### AIM OF THE EXERCISE
Which lines below include "Storage"? Copy them all.

==== RECORDS FOR PROCESSING

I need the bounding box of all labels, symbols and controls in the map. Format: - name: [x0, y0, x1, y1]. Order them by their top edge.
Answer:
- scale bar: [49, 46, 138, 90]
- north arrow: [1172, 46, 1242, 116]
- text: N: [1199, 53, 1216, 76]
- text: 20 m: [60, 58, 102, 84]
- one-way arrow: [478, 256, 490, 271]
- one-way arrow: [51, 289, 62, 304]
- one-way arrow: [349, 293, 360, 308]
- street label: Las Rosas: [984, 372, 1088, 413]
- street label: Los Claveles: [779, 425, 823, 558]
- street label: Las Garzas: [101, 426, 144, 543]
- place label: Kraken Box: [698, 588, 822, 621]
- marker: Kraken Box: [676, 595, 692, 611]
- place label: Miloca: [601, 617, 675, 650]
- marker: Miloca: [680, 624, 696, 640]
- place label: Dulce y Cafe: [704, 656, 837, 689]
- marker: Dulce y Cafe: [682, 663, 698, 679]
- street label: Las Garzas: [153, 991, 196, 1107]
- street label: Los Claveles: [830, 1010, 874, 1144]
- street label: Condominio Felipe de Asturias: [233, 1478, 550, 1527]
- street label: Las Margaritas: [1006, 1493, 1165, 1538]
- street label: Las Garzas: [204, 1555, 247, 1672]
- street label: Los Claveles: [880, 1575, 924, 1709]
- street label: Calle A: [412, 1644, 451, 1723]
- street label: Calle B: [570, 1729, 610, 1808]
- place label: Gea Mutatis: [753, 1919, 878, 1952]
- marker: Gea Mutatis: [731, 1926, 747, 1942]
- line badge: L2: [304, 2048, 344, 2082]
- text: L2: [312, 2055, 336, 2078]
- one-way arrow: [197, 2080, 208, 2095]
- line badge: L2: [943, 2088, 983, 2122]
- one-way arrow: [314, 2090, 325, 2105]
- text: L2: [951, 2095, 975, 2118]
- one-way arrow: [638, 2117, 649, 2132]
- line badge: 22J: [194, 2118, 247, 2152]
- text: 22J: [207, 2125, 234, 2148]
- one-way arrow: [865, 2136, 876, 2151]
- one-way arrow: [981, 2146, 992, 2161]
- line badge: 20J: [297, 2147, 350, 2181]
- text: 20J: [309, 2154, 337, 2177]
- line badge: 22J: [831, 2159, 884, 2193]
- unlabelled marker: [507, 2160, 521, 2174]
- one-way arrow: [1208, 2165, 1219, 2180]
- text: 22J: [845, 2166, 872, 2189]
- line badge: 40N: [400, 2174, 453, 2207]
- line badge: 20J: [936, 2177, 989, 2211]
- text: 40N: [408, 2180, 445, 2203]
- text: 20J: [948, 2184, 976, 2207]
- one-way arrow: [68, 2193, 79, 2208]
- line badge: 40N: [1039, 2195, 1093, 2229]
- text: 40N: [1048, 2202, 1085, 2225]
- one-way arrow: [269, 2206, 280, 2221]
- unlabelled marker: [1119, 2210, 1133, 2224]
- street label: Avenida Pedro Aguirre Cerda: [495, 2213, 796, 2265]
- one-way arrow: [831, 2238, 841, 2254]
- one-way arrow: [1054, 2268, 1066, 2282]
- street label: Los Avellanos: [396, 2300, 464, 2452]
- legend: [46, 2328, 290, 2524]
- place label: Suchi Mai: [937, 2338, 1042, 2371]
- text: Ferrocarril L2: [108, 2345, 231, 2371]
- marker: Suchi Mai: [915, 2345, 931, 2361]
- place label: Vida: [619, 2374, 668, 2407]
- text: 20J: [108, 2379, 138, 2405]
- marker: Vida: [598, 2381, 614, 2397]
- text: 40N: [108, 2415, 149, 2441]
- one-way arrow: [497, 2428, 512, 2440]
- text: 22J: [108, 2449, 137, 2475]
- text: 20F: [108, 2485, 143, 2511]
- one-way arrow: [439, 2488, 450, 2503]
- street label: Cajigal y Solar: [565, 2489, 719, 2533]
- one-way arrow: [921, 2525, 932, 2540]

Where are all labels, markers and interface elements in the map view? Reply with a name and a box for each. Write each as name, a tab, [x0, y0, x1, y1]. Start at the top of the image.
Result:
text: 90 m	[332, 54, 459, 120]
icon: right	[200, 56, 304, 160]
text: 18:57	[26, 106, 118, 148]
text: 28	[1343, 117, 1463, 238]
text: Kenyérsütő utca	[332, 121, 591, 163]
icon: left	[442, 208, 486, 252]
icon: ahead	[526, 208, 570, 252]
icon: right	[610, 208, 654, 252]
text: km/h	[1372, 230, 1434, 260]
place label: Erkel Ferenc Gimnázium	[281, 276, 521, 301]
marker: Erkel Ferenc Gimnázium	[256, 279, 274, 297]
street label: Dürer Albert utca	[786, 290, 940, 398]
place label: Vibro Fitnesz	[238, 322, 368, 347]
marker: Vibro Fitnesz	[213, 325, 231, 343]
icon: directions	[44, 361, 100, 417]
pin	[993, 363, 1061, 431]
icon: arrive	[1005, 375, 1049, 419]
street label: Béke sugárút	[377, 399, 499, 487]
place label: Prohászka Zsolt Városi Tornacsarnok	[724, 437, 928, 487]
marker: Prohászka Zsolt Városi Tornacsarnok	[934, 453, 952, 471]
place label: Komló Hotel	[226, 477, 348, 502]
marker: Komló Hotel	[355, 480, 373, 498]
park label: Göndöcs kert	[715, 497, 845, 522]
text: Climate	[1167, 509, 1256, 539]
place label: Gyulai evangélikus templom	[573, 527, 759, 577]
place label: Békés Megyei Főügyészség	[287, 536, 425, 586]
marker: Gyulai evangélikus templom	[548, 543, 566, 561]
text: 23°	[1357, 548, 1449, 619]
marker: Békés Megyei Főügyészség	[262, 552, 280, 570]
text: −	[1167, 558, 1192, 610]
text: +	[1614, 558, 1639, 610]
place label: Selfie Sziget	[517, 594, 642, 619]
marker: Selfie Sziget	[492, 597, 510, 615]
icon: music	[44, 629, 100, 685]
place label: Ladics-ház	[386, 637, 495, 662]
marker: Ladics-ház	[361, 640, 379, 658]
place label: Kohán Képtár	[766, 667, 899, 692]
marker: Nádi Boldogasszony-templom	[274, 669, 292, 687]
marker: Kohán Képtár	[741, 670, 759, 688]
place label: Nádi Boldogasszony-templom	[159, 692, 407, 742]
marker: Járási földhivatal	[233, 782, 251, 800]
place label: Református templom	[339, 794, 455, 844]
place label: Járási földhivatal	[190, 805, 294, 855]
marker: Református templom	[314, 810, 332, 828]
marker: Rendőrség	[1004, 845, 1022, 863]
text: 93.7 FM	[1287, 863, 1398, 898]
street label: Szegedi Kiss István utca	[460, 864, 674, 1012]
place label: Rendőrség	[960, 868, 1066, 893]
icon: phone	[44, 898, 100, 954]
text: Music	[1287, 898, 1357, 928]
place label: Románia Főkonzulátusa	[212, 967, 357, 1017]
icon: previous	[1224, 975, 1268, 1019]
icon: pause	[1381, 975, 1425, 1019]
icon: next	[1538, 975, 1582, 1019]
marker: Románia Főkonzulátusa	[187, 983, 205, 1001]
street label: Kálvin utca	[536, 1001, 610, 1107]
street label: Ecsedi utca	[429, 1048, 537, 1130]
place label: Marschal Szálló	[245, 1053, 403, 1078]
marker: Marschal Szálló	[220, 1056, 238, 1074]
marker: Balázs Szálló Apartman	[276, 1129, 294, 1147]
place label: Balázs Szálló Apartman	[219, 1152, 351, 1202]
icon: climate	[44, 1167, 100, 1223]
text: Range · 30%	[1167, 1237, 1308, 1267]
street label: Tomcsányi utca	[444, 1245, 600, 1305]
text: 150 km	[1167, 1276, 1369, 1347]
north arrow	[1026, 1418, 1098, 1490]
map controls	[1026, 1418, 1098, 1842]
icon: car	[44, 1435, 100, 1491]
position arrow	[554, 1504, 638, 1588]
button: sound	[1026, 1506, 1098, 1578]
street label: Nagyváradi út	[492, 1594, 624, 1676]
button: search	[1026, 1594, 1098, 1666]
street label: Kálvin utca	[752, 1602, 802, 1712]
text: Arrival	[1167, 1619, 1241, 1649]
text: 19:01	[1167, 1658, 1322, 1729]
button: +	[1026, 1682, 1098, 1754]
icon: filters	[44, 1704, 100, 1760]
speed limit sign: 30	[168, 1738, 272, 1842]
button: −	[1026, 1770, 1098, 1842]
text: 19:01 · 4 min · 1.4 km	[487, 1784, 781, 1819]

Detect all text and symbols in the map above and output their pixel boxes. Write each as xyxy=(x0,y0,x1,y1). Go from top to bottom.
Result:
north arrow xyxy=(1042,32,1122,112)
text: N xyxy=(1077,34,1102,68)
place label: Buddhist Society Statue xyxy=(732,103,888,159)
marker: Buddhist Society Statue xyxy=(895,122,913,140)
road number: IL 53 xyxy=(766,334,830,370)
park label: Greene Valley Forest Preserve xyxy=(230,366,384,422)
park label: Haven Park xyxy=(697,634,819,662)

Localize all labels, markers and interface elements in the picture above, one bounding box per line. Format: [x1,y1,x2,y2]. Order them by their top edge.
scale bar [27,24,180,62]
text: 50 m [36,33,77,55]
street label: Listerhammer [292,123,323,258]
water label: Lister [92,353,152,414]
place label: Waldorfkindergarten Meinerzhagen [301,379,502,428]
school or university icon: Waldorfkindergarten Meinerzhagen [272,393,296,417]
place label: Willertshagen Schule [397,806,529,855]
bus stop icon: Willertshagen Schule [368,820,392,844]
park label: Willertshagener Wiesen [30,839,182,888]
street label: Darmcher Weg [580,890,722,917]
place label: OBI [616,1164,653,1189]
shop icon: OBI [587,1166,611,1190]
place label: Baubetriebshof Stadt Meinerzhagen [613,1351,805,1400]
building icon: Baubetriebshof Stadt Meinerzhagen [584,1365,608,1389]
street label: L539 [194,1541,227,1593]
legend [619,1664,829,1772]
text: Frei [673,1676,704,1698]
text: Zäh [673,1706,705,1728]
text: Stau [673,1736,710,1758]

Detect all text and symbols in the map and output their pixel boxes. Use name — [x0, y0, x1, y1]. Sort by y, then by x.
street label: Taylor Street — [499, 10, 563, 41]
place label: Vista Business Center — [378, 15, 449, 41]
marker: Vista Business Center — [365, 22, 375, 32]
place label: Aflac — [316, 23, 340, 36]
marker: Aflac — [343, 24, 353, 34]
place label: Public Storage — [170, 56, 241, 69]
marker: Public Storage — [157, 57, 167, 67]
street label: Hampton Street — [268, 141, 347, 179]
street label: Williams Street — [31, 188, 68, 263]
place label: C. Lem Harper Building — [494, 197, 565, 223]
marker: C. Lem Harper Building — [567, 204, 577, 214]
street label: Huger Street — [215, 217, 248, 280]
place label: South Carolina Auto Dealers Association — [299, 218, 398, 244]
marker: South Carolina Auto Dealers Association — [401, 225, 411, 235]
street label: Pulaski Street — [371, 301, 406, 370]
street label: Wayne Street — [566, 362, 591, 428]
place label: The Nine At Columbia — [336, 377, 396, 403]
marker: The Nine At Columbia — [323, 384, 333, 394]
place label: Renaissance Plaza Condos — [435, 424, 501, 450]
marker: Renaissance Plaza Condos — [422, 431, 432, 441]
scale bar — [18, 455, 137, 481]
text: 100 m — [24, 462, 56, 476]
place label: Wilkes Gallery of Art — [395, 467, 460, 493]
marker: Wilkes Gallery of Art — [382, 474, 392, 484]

========

### TASK ANSWER
place label: Public Storage — [170, 56, 241, 69]
marker: Public Storage — [157, 57, 167, 67]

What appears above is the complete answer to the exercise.